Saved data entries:

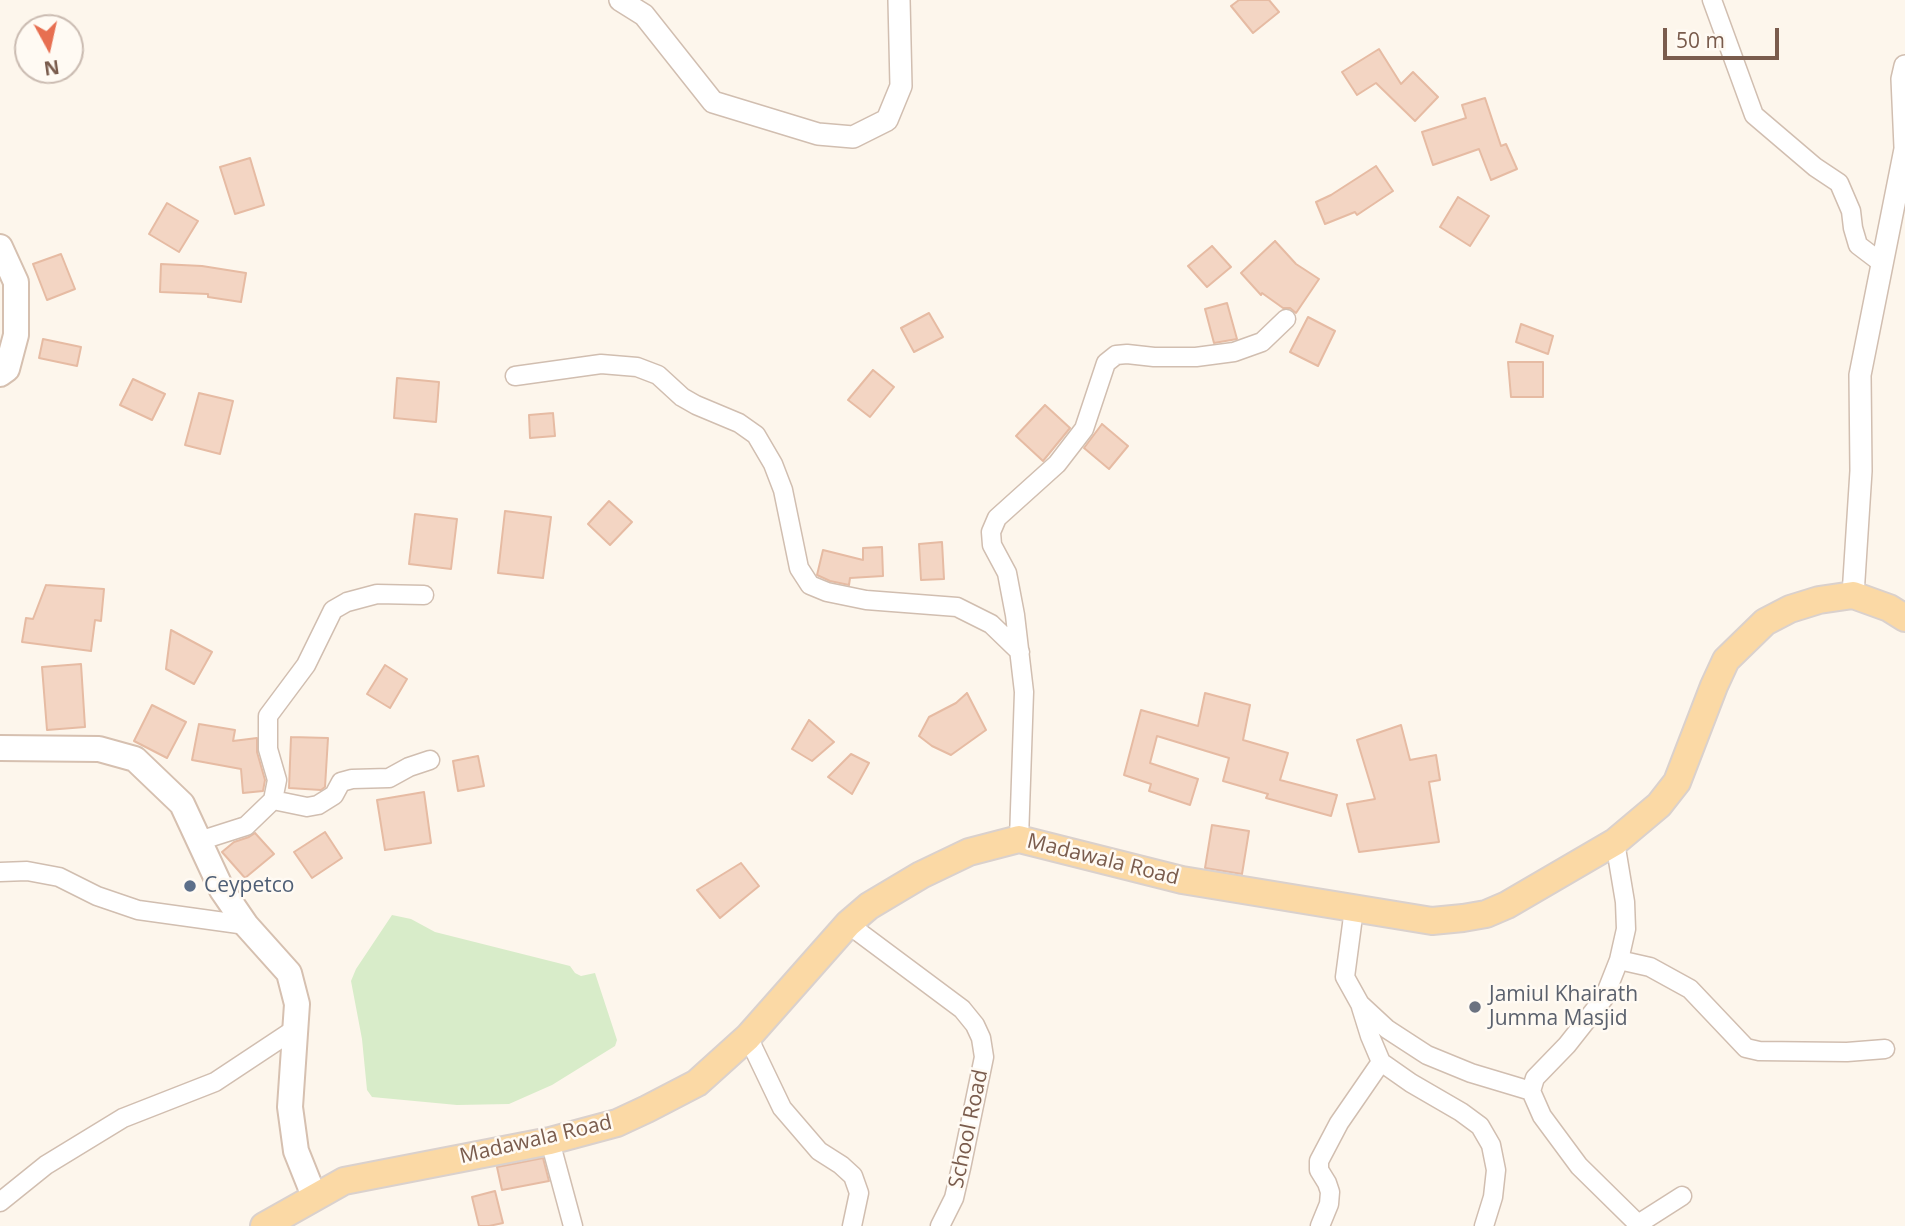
<!DOCTYPE html>
<html>
<head>
<meta charset="utf-8">
<style>
	body { margin:0 }
	#map { position:relative; width:1905px; height:1226px; overflow:hidden; background:#fdf6ec; font-family:"Open Sans",sans-serif }
	canvas { display:block }
	.north { position:absolute; left:14px; top:14px; width:70px; height:70px; box-sizing:border-box; background:#fffaf3; border:2px solid #cabbb1; border-radius:50%; rotate:172deg; font-size:19px; font-weight:700; line-height:28px; text-align:center; color:#7a5c4d }
	.north::after { content:''; display:block; margin:auto; width:24px; height:32px; background:#e76f51; clip-path:polygon(50% 0,100% 100%,50% 72%,0 100%) }
	.scale { position:absolute; left:1663px; top:28px; width:116px; height:32px; box-sizing:border-box; border:4px solid #7a5c4d; border-top:0; padding-left:9px; font-size:21px; line-height:24px; white-space:nowrap; color:#7a5c4d; -webkit-text-stroke:5px #fffaf3; paint-order:stroke }
</style>
</head>
<body>
<div id="map">
<canvas width="1905" height="1226"></canvas>
<div class="north">N</div>
<div class="scale">50 m</div>
</div>
<script>
const c = document.querySelector('canvas').getContext('2d');
c.lineJoin = 'round';
function fillPath(path, color) { c.fillStyle = color; c.fill(path, 'evenodd'); }
const toPath = rows => new Path2D(rows.map(r => 'M' + r).join(''));
function strokePath(path, color, width, dash) { c.strokeStyle = color; c.lineWidth = width; c.lineCap = dash ? 'butt' : 'round'; c.setLineDash(dash || []); c.stroke(path); }
function drawText(font, color, halo, rows, align = 'center') {
  c.font = font + ' "Open Sans",sans-serif'; c.lineWidth = 5; c.setLineDash([]); c.textBaseline = 'middle'; c.strokeStyle = halo; c.fillStyle = color; for (const [text, x, y, turn = 0] of rows) {
    c.save(); c.translate(x, y); c.rotate((+turn || 0) * Math.PI / 180); c.textAlign = isNaN(turn) ? turn : align; if (halo) c.strokeText(text, 0, 0); c.fillText(text, 0, 0); c.restore();
  }
}
fillPath(toPath([
	[392,915,411,919,435,932,570,966,575,973,581,976,595,973,617,1040,615,1046,552,1085,509,1104,457,1105,372,1097,367,1090,362,1039,351,981,356,969]
]), '#d8ecc9');
const building = toPath([
	[1239,0,1269,0,1279,12,1253,33,1231,6,1239,0],
	[1379,49,1401,84,1413,72,1438,97,1415,121,1376,83,1357,95,1342,72,1379,49],
	[1485,98,1501,146,1506,144,1517,169,1491,180,1479,149,1433,165,1422,132,1466,118,1462,105,1485,98],
	[250,158,264,205,235,214,220,167,250,158],
	[1376,166,1393,191,1357,215,1355,212,1325,224,1316,202,1331,195,1376,166],
	[1458,197,1489,216,1470,246,1440,227,1458,197],
	[167,203,198,221,179,252,149,234,167,203],
	[1275,241,1296,264,1319,279,1296,313,1290,308,1283,308,1262,293,1261,295,1241,273,1275,241],
	[1212,246,1231,267,1207,287,1188,266,1212,246],
	[61,254,75,289,47,300,33,264,61,254],
	[161,264,202,266,246,273,241,302,208,297,208,294,160,292,161,264],
	[1227,303,1237,339,1214,343,1205,309,1227,303],
	[929,313,943,337,914,352,901,328,929,313],
	[1308,317,1335,331,1318,366,1290,352,1308,317],
	[1521,324,1553,336,1548,354,1516,342,1521,324],
	[43,339,81,347,77,366,39,358,43,339],
	[1508,362,1543,362,1543,397,1511,397,1508,362],
	[873,370,894,387,870,417,848,400,873,370],
	[397,378,439,382,436,422,394,418,397,378],
	[133,379,165,394,152,420,120,405,133,379],
	[199,393,233,401,220,454,185,445,199,393],
	[1045,405,1070,428,1043,461,1016,436,1045,405],
	[553,413,555,436,530,438,529,415,553,413],
	[1102,424,1128,446,1109,469,1084,448,1102,424],
	[609,501,632,522,610,545,588,524,609,501],
	[505,511,551,517,543,578,498,573,505,511],
	[415,514,457,519,451,569,409,564,415,514],
	[942,542,944,579,921,580,919,544,942,542],
	[882,547,883,576,850,578,849,585,830,581,817,575,823,550,863,560,863,548,882,547],
	[46,585,104,589,101,621,95,620,91,651,22,642,26,618,33,619,46,585],
	[171,630,212,652,194,684,166,669,171,630],
	[81,664,85,727,47,730,42,667,81,664],
	[385,665,407,679,390,708,367,694,385,665],
	[967,693,986,730,951,755,932,746,919,736,929,717,956,703,967,693],
	[1205,693,1250,705,1243,740,1288,753,1280,780,1337,795,1331,816,1266,798,1268,794,1223,781,1229,758,1157,736,1150,763,1198,779,1190,805,1149,791,1151,784,1124,775,1141,710,1198,726,1205,693],
	[152,705,186,722,167,758,134,741,152,705],
	[809,720,834,742,812,761,792,749,809,720],
	[199,724,235,730,233,741,257,738,257,752,265,780,263,791,243,793,241,769,192,760,199,724],
	[1401,725,1410,760,1436,755,1440,780,1429,782,1439,842,1359,852,1347,804,1375,799,1357,740,1401,725],
	[291,737,328,738,325,787,321,790,289,788,291,737],
	[851,754,869,763,852,794,828,777,851,754],
	[478,756,484,786,458,791,453,761,478,756],
	[424,792,431,843,385,850,377,800,424,792],
	[1212,825,1249,831,1242,874,1205,868,1212,825],
	[325,832,342,858,312,878,294,852,325,832],
	[255,833,274,854,245,878,222,852,234,842,249,837,255,833],
	[741,863,759,886,720,918,697,890,741,863],
	[543,1158,549,1181,502,1190,497,1167,543,1158],
	[495,1191,503,1223,489,1226,479,1226,472,1197,495,1191]
]);
fillPath(building, '#f3d5c3');
strokePath(building, '#e6bba3', 2);
const minor = toPath([
	[1712,0,1754,115,1815,167,1839,183,1851,211,1853,228,1858,245,1883,264],
	[515,376,601,364,637,367,658,375,682,397,696,405,739,423,756,435,773,464,783,490,799,568,810,585,827,592,866,600,957,607,991,624,1020,652],
	[273,800,307,807,318,805,334,795,341,782,352,779,389,778,409,767,430,760],
	[1019,839,1024,692,1015,615,1007,573,992,545,991,532,997,518,1057,464,1084,429,1106,363,1116,355,1127,354,1154,357,1196,357,1234,352,1262,342,1286,319],
	[199,841,246,826,273,800,277,780,268,749,268,716,306,665,333,610,347,602,377,594,424,595],
	[0,872,27,871,59,877,97,896,138,910,246,925],
	[1354,909,1345,977,1360,1004,1387,1029,1427,1055,1471,1073,1531,1091,1542,1116,1579,1166,1640,1226],
	[848,924,962,1009,975,1025,981,1038,984,1057,961,1168,954,1198,940,1226],
	[1619,960,1650,967,1690,989,1746,1048,1759,1051,1847,1052,1885,1049],
	[1361,1007,1370,1036,1381,1062,1411,1083,1461,1112,1480,1126,1491,1145,1496,1170,1493,1197,1484,1226],
	[748,1037,782,1108,819,1151,841,1165,853,1176,859,1193,852,1226],
	[1531,1091,1535,1078,1567,1045,1604,998,1619,960,1626,929,1625,902,1615,842],
	[550,1141,573,1226],
	[0,1202,46,1165,123,1118,215,1082,295,1029],
	[1638,1224,1682,1196],
	[1320,1226,1329,1204,1330,1192,1327,1183,1319,1170,1319,1161,1339,1123,1381,1062]
]);
const tertiary = toPath([
	[620,0,644,15,713,102,818,134,853,137,887,120,901,86,899,0],
	[1905,66,1902,79,1905,147],
	[1853,595,1861,471,1860,375,1905,149]
]);
const secondary = toPath([
	[0,247,16,282,16,335,7,369,0,374],
	[0,748,99,749,135,759,182,804,222,890,246,925,289,973,297,1004,290,1107,296,1151,314,1196]
]);
const primary = toPath([
	[264,1226,344,1181,550,1141,617,1123,647,1109,697,1083,748,1037,848,924,869,906,921,875,969,852,1019,839,1182,880,1432,921,1463,918,1486,914,1507,905,1615,842,1659,805,1677,782,1714,686,1726,660,1765,622,1790,609,1819,600,1853,595,1889,608,1905,618]
]);
strokePath(minor, '#d1beb0', 21);
strokePath(tertiary, '#d1beb0', 24);
strokePath(secondary, '#d6c0b0', 28);
strokePath(primary, '#dad1cd', 30);
strokePath(minor, '#fff', 18);
strokePath(tertiary, '#fff', 21);
strokePath(secondary, '#fff', 24);
strokePath(primary, '#fbd9a5', 26);
for (const [x, y, r, color] of [
	[190,886,7,"#5c6f8a"],
	[1475,1007,7,"#6b7280"]
]) { const dot = new Path2D(); dot.arc(x, y, r, 0, 2 * Math.PI); c.fillStyle = color; c.fill(dot); strokePath(dot, '#fffaf3', 2.5); }
drawText('21px', '#7a5c4d', '#fffaf3', [
	["Madawala Road",1103,860,14],
	["School Road",969,1129,-78],
	["Madawala Road",536,1140,-13]
]);
drawText('21px', '#4e5e75', '#fffaf3', [
	["Ceypetco",204,886]
], 'left');
drawText('21px', '#5b616d', '#fffaf3', [
	["Jamiul Khairath",1489,995],
	["Jumma Masjid",1489,1019]
], 'left');
</script>
</body>
</html>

WHAT YOU ARE ASKED TO DO. Report all lines of the data that include the word "Math".

SOLUTION TO THIS EXERCISE.
    c.save(); c.translate(x, y); c.rotate((+turn || 0) * Math.PI / 180); c.textAlign = isNaN(turn) ? turn : align; if (halo) c.strokeText(text, 0, 0); c.fillText(text, 0, 0); c.restore();
]) { const dot = new Path2D(); dot.arc(x, y, r, 0, 2 * Math.PI); c.fillStyle = color; c.fill(dot); strokePath(dot, '#fffaf3', 2.5); }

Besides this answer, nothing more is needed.